Data section =
++++
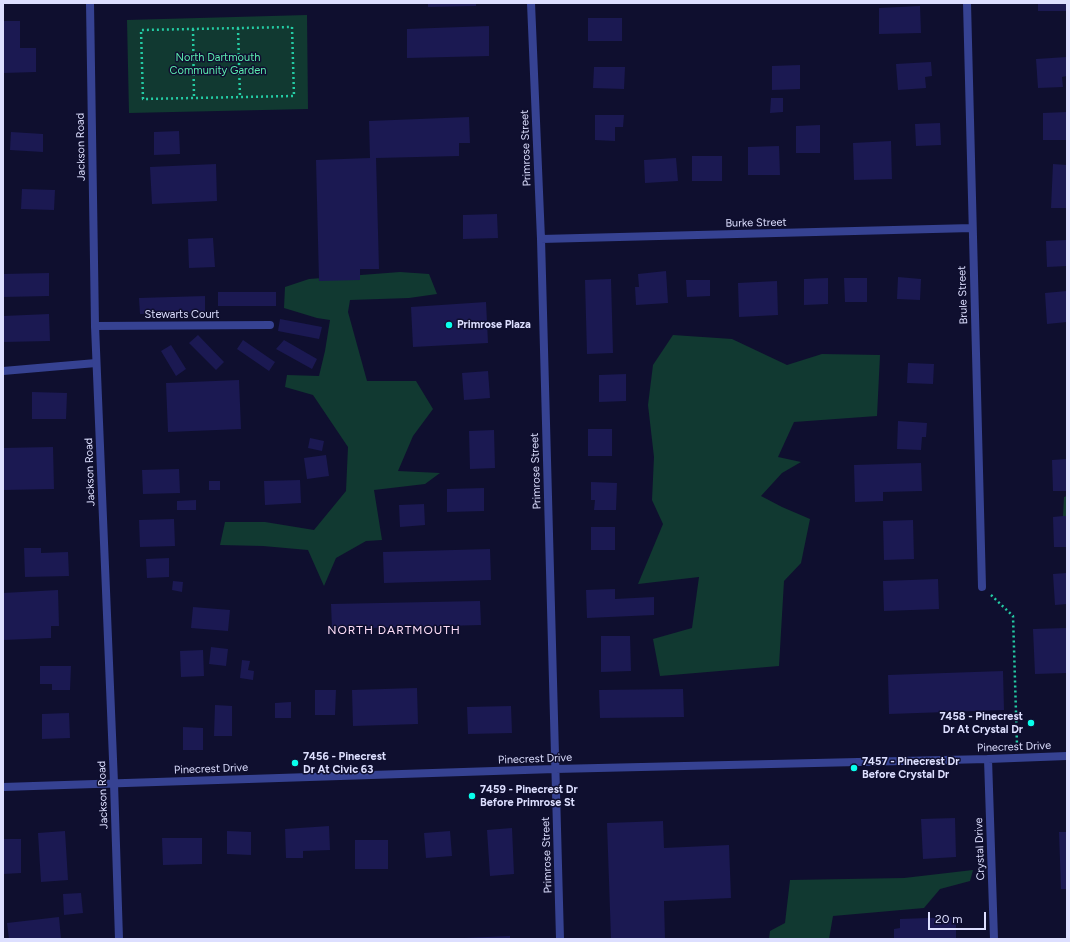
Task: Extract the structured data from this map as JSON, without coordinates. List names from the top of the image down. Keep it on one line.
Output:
{"streets":{"street":["Jackson Road","Primrose Street","Burke Street","Brule Street","Stewarts Court","Pinecrest Drive","Crystal Drive"]},"crossings":[["Jackson Road","Stewarts Court"],["Jackson Road","Pinecrest Drive"],["Primrose Street","Burke Street"],["Primrose Street","Pinecrest Drive"],["Burke Street","Brule Street"],["Pinecrest Drive","Crystal Drive"]],"districts":["NORTH DARTMOUTH"],"parks":["North Dartmouth Community Garden"],"places":["Primrose Plaza","7458 - Pinecrest Dr At Crystal Dr","7456 - Pinecrest Dr At Civic 63","7457 - Pinecrest Dr Before Crystal Dr","7459 - Pinecrest Dr Before Primrose St"],"scale_bar":"20 m"}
++++
Exercise requirements = Output all of the data exactly as it stands, minus any images.

Output for this exercise =
Task: Extract the structured data from this map as JSON, without coordinates. List names from the top of the image down. Keep it on one line.
Output:
{"streets":{"street":["Jackson Road","Primrose Street","Burke Street","Brule Street","Stewarts Court","Pinecrest Drive","Crystal Drive"]},"crossings":[["Jackson Road","Stewarts Court"],["Jackson Road","Pinecrest Drive"],["Primrose Street","Burke Street"],["Primrose Street","Pinecrest Drive"],["Burke Street","Brule Street"],["Pinecrest Drive","Crystal Drive"]],"districts":["NORTH DARTMOUTH"],"parks":["North Dartmouth Community Garden"],"places":["Primrose Plaza","7458 - Pinecrest Dr At Crystal Dr","7456 - Pinecrest Dr At Civic 63","7457 - Pinecrest Dr Before Crystal Dr","7459 - Pinecrest Dr Before Primrose St"],"scale_bar":"20 m"}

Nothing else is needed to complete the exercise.